2005年02月05日

清渓川再生事業(2)

仁川空港には夜到着。都心へはバスを使った。
深夜の仁川郊外は広大な平地が広がる。ソウル市内に入ると高架道路が縦横に走る。
日本以上の道路社会であることを思わされる。
バスターミナルに迎えに来て下さった韓国住宅公社の方に宿まで送っていただく。

行くまでに、「ソウルでさ、散髪屋のクルクル回るのがついてる場所は、ちょっと風俗っぽいとこなんだよ」と教授がのたまう。だいたいそういうところではマッサージをやってるのだそうだ。
宿につくと、そのクルクルが回ってる。
「先生、回ってますよ??」一行、目がテン、状態である。
とにかく安い宿でいい、とのK教授の指示でとられた宿はモーテルだったのである。
「あら、だめですかぁ」
と住宅公社の女史がケロっとしていう。
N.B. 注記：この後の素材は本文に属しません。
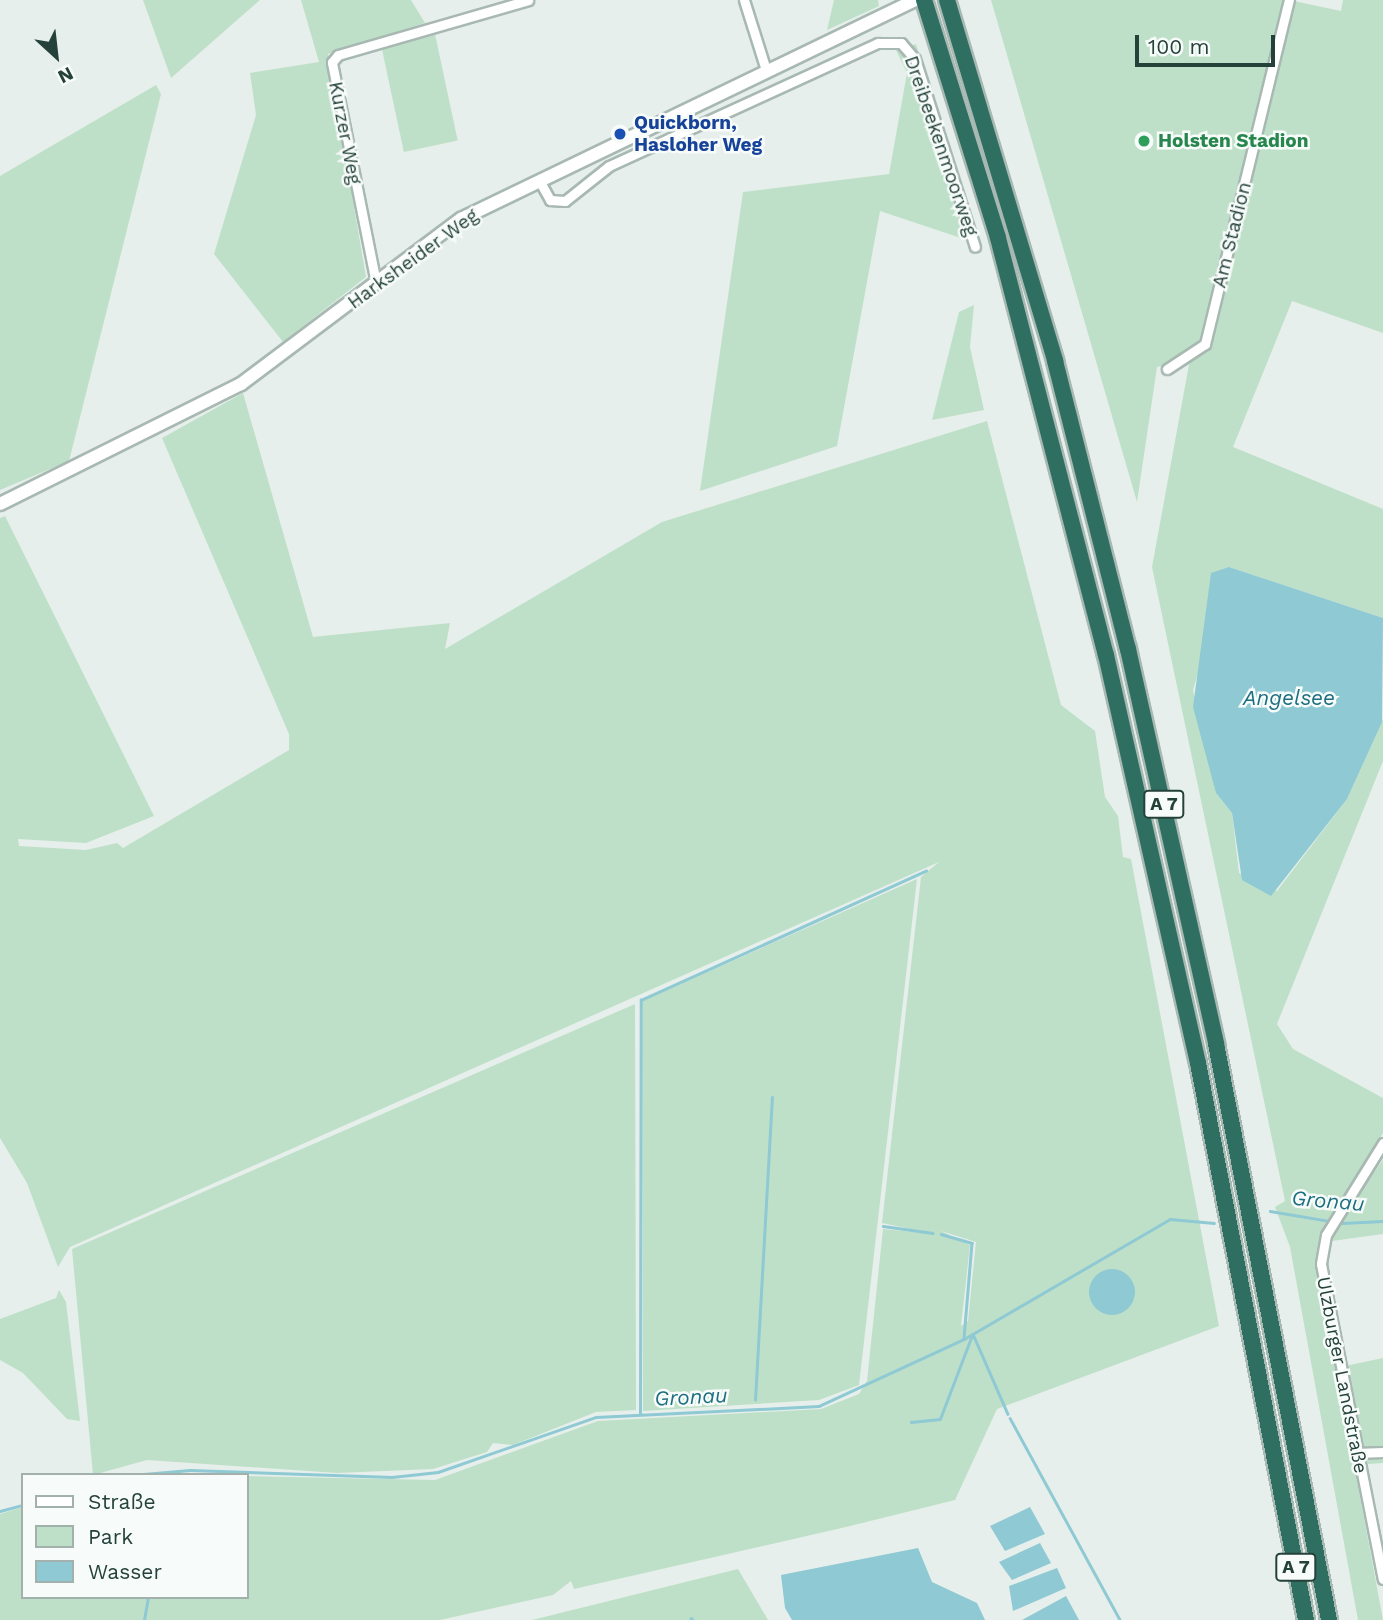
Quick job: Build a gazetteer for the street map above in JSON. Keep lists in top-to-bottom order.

宿の手配をしたのはこの人である。
来る前に韓国通の友人が言っていたことが思い出される。
「ケンチャナヨ」(なんとかなるさ)である。

とにかくわたしたちは調査のあいだ、このモーテル「夢」に投宿した。
ふさがっている各部屋の入り口に赤いランプがともり、全体的に赤っぽい照明の部屋である。
その赤い光のなかで、翌日以降のスケジュールを確認する。

同行者のうち、教授とAさんの研究対象はホームレス調査であり、わたしとKさんの対象は清渓川であるが、わたしたちは調査日程の半分は一緒に行動することになっていたので、ほんの一部ホームレスの調査にも同行することになる。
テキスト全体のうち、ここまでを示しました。